In 1914 he married Gabriele Mittenzweig (1875–1965), daughter of the Prussian medical councilor Hugo Mittenzweig (1839–1904) and his wife Gabriele Sandmann in Marienbad . In Berlin he lived in Berlin-Charlottenburg at Kaiserdamm No. 113.

Corps student

As a law student, he joined the Corps Cheruscia in Prague . Rechenberg later no longer wore the ribbon of this corps, presumably because the federal government had long been suspended when the Prager SC joined the KSCV (1919). As a student and trainee lawyer in Berlin, he was a regular at Corps Guestphalia . The Corps awarded him the Corps Bow in 1885 and the Ribbon in 1922. Since he had not beaten a game on Kösener colors, the consent of the KSCV had to be obtained beforehand. Rechenberg's actual “corps career” began only after retirement. In 1922 he was elected to the old man's board and to the honorary council of Guestphalia. From 1926 to 1933 he was chairman of the AH-Verein. In 1924 he suggested the Berlin SC balls. Around 3,000 guests attended the first ball in the zoo. The financial surplus of around 10,000 marks was made available to the rector of the university for poor students. One of the most glamorous celebrations in Berlin society was the colonial ball initiated by Rechenberg , to which he invited all of the Berlin Corps brothers. He donated an impressive collection of spears, masks, shields and hunting trophies to his corps.
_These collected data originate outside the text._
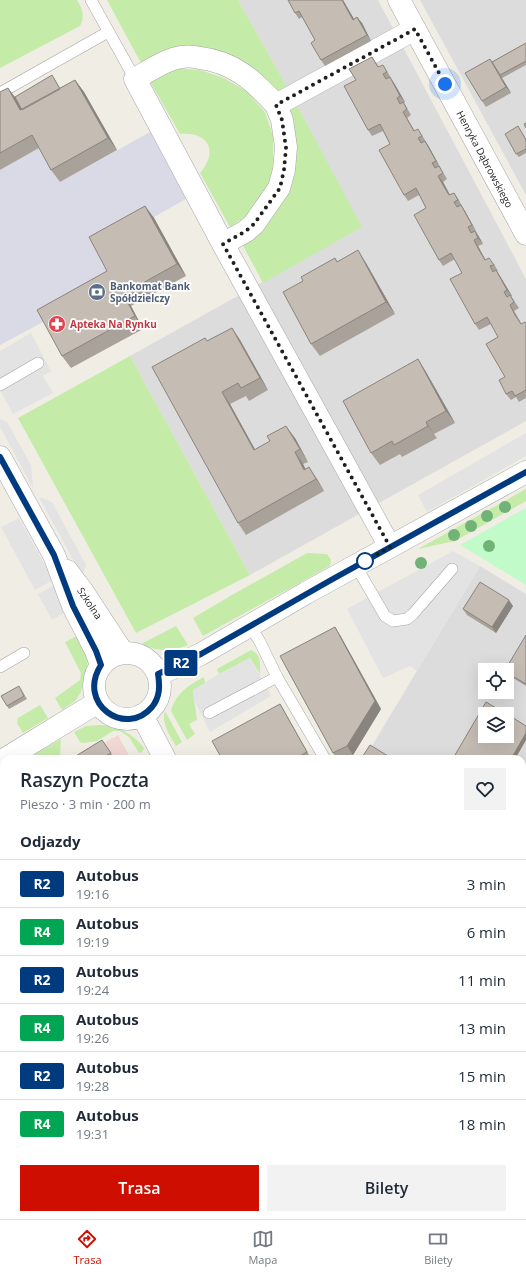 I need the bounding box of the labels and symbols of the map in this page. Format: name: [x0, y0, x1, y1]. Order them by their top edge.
your location: [435, 74, 455, 94]
street label: Henryka Dąbrowskiego: [453, 108, 517, 210]
place label: Bankomat Bank Spółdzielczy: [110, 279, 191, 305]
bank icon: Bankomat Bank Spółdzielczy: [87, 282, 107, 302]
pharmacy icon: Apteka Na Rynku: [47, 314, 67, 334]
place label: Apteka Na Rynku: [70, 317, 157, 331]
unlabelled marker: [356, 552, 374, 570]
street label: Szkolna: [74, 584, 106, 622]
line badge: R2: [163, 650, 199, 676]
Rechenberg's wife Gabriele founded the Association of Corps Sisters of the Corps Guestphalia in Berlin in 1922. The "First Lady" of the Corps died in Wiesbaden in 1965 at the age of 90.

On the way to the foundation festival of the AHSC Grunewald, he suffered serious injuries in a traffic accident, to which he died on February 26, 1935. He was buried in the Heerstraße cemetery in today's Berlin-Westend district . The grave has not been preserved.

Memberships

  • World economic society
  • German society
  • Chairman of the "German Society for Aboriginal Studies"

literature

Web links

Notes and individual references

  1. different year of birth 1859 in: Deutsches Koloniallexikon , ed. by Heinrich Schnee, Leipzig 1920, Volume 3, p. 133
  2. Carl Peters and the DOAG had registered rights of use for some regions on the opposite mainland . In 1885 these areas were placed under the sovereignty of the empire through an imperial letter of protection, which took over administration from the DOAG in 1891.
  3. ^ Sebastian Conrad : German colonial history. Beck: Munich 2008, ISBN 978-3-406-56248-8 , p. 31.
  4. ^ Sebastian Conrad: German colonial history. Beck: Munich 2008, p. 32.
  5. Heike I. Schmidt: Colonial Intimacy - The Rechenberg Scandal and Homosexuality in German East Africa, in: Journal of the History of Sexuality , Vol. 17, No. 1, January 2008, pp. 25-59.
  6. His successor in German East Africa was Heinrich Schnee .
  7. H. Jürgen Wächter: Nature conservation in the German colonies in Africa (1884-1914) . Lit Verlag, Berlin 2008, p. 76-79 .
  8. Kösener Corpslisten 1960, 2 , 200
  9. ^ Rudolf Neugebauer: In memoriam Albrecht Freiherr von Rechenberg. Corpszeitung der Guestphalia Berlin, 2006, pp. 133–141.
  10. ^ Hans-Jürgen Mende : Lexicon of Berlin burial places . Pharus-Plan, Berlin 2018, ISBN 978-3-86514-206-1 . P. 493.